Art

Weekend Warrior: Commercial real estate broker Mark Goodman has an affinity for the finer things in life

Goodman has an art collection that puts many galleries to shame

“Every piece has a story,” says Mark Goodman as he walks through his office in Vancouver’s South Granville neighbourhood, showing off works from the likes of Roy Lichtenstein, Andy Warhol and Jean-Michel Basquiat.

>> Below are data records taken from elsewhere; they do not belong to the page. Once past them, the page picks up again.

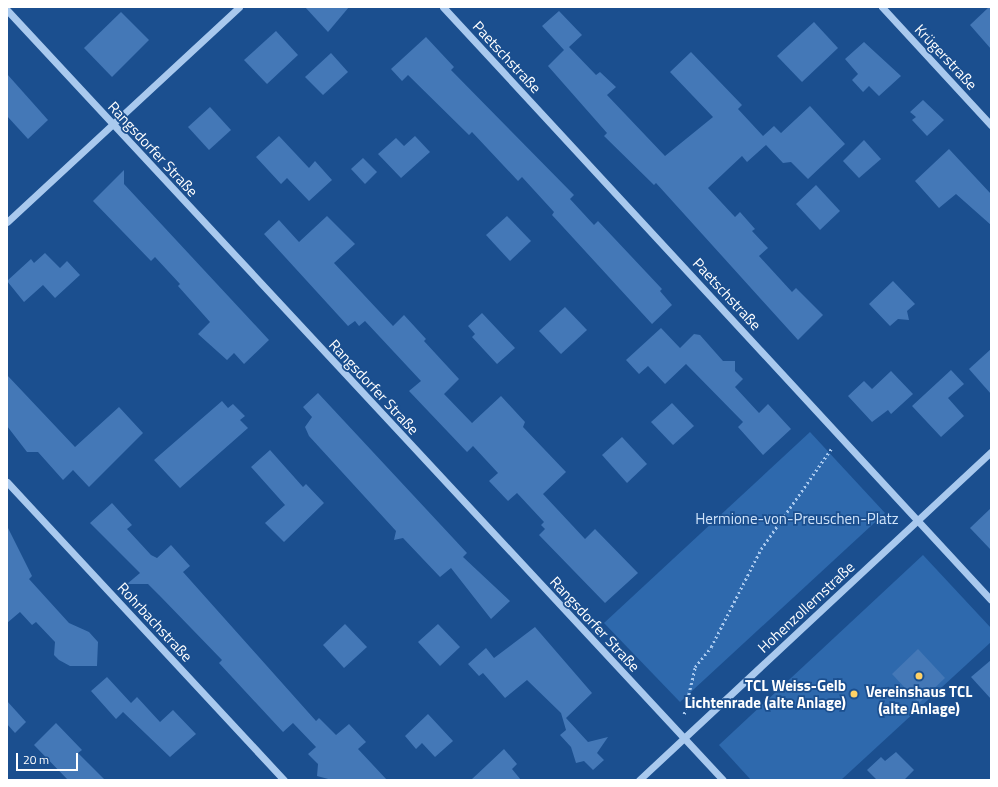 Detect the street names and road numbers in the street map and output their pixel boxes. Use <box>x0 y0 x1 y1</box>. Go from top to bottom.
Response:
street label: Paetschstraße <box>469 17 545 97</box>
street label: Krügerstraße <box>911 20 981 94</box>
street label: Rangsdorfer Straße <box>104 98 202 200</box>
street label: Paetschstraße <box>689 254 765 334</box>
street label: Rangsdorfer Straße <box>325 336 423 438</box>
street label: Hohenzollernstraße <box>754 558 858 656</box>
street label: Rangsdorfer Straße <box>546 573 644 675</box>
street label: Rohrbachstraße <box>114 579 196 665</box>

For instance, a print of Crying Girl by celebrated New York artist Lichtenstein sits above his desk. “We don’t know how many there are; he didn’t number them,” says Goodman. When he originally saw a similar print being sold by someone in Vienna, he almost jumped. “They sent images, video. But when you’re buying and selling globally with people you don’t know, there’s a trust factor. In real estate, we’re highly regulated. In the art world, it’s the wild west.”

Goodman had video calls and back-and-forth emails with the seller, but something wasn’t right. “My spidey sense was going off,” he remembers. “I sent all the images to one of the foremost specialists here in Vancouver. She compared it to the last seven auctions, lined up the Ben Day dots and said it was a fraud.” The same expert ended up sourcing Goodman an authentic Crying Girl.

Below and beside it, respectively, sit Dollar Sign by Warhol and Untitled (Head) by Basquiat. Those two were easier to authenticate due to the amount of research that has been put into the artists’ bodies of work. “They’re investments,” says Goodman. “Kind of like buying stocks or gold.” But one gets the sense that it’s much more than that.

Goodman has a story, too. His father, David Goodman, founded Goodman Commercial Inc. in 1983. His mother is renowned artist Lilian Broca. The son the two produced appears to be as close to an exact 50/50 split of his parents as one can get.

Goodman started in the family business soon after graduating from university. He took the company’s fabled Goodman Report, which piles in real estate stats and commentary, online. The print newsletter is still published twice a year (often with pictures of art Goodman owns on the cover—with the artist’s permission, of course). He officially took over when his father retired five years ago.

Goodman’s interest in art was spurred by six months backpacking through Europe. (Meeting his wife—Erika Balcombe, who today teaches anthropology and design at UBC and Kwantlen Polytechnic—in university also wouldn’t have hurt his appreciation for the finer things.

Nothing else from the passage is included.